La sérigraphie s’applique ici, sur toutes sortes de matériaux, papiers, cartons ou plastiques, en tant « qu’art graphique de la Galaxie Gutenberg », et plus particulièrement à des réalisations publicitaires : affiches de toutes tailles, présentoirs et éléments divers de magasins ou de vitrines pour la P.L.V. ( Publicité sur le Lieu de Vente ), éditions de cartes de vœux, illustrations et encarts d’ouvrages à tirages limités, emballages de luxe, etc…
Elle permet en plus, l’impression graphique décorative ou publicitaire sur des supports comme le métal, le verre, la céramique, les décalcomanies, etc…
Elle a ses aptitudes propres et ses limitations, nous l’avons vu, elle ne peut encore toujours prétendre dans la reproduction tramée, tri et quadrichromie, à une finesse comparable dans l’ensemble à celle des autres techniques graphiques que quand elle est dans des mains très expertes - auquel cas elle peut même aller plus loin !

Elle ne peut encore les concurrencer sous l’angle de la rapidité du tirage qui ne peut dépasser actuellement 4 000 exemplaires à l’heure (sauf sur CD ou bouteilles où elle peut atteindre les 6.000/heure et plus) sur les machines automatiques les plus modernes en une couleur et 800 à l’heure en grand format sur les machines quatre ou cinq couleurs, et à cause de cela, ne peut prétendre que difficilement exercer une concurrence dans le domaine des prix de revient, dès que le tirage dépasse 1.500 exemplaires en grand format.
Par contre la richesse, l’intensité et la durabilité de ses couleurs, le moindre prix de revient de ses clichés, la rapidité des calages et des coûts d’investissement un peu moins élevés permettent à la sérigraphie de disposer d’atouts essentiels dans les domaines basés sur l’effet visuel, et, souvent, de compléter admirablement les autres procédés qu’ils soient classiques ou numériques.
Le processus des opérations que doit effectuer l’imprimeur-sérigra’ ?phe pour arriver à la reproduction en série d’une image graphique ou publicitaire, se décompose ainsi :
Le prépresse, c’est-à-dire élaboration des éléments graphiques, jusqu’au cliché – l’écran – chose qui se fait maintenant essentiellement de façon numérique, qui permettront de reproduire textes et images.
L’impression, sur presse manuelle, semi- ou tout automatique, mono, ou multi-couleurs.
Le séchage ou la polymérisation des encres,
Le post-presse, c’est-à-dire façonnage et finition.
En impression numérique, prépresse et impression se confondent puisque la sélection numérique de l’image est directement transmise à l’imprimante par l’intermédiaire d’un RIP (Raster Image Processor).
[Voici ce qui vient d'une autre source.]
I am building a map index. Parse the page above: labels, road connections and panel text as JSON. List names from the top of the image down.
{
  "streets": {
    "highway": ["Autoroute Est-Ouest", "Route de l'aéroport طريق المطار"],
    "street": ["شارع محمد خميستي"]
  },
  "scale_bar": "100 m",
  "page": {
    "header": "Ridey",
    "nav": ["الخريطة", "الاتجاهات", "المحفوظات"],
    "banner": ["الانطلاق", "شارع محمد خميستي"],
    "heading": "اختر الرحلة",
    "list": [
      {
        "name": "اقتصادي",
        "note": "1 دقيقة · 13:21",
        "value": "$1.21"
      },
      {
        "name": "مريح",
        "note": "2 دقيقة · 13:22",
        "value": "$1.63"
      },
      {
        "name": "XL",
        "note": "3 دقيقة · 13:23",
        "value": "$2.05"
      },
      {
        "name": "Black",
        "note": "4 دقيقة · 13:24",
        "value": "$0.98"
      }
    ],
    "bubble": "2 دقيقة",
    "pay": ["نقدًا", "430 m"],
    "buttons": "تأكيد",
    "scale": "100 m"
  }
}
Cette imprimante utilise différentes technologies dont la plus populaire en grand format est le jet d’encre aqueux (à tête thermique), à solvant ou UV (à tête piezo), pour impression sur des matériaux souples, en bobine, ou rigides, en feuilles.
L’impression numérique graphique en grand et très grand format est utilisée pour près de 50 % par les im’ ?primeurs sérigraphes auxquels elle apporte un complément de service pour ses clients dans les petites et très petites quantités.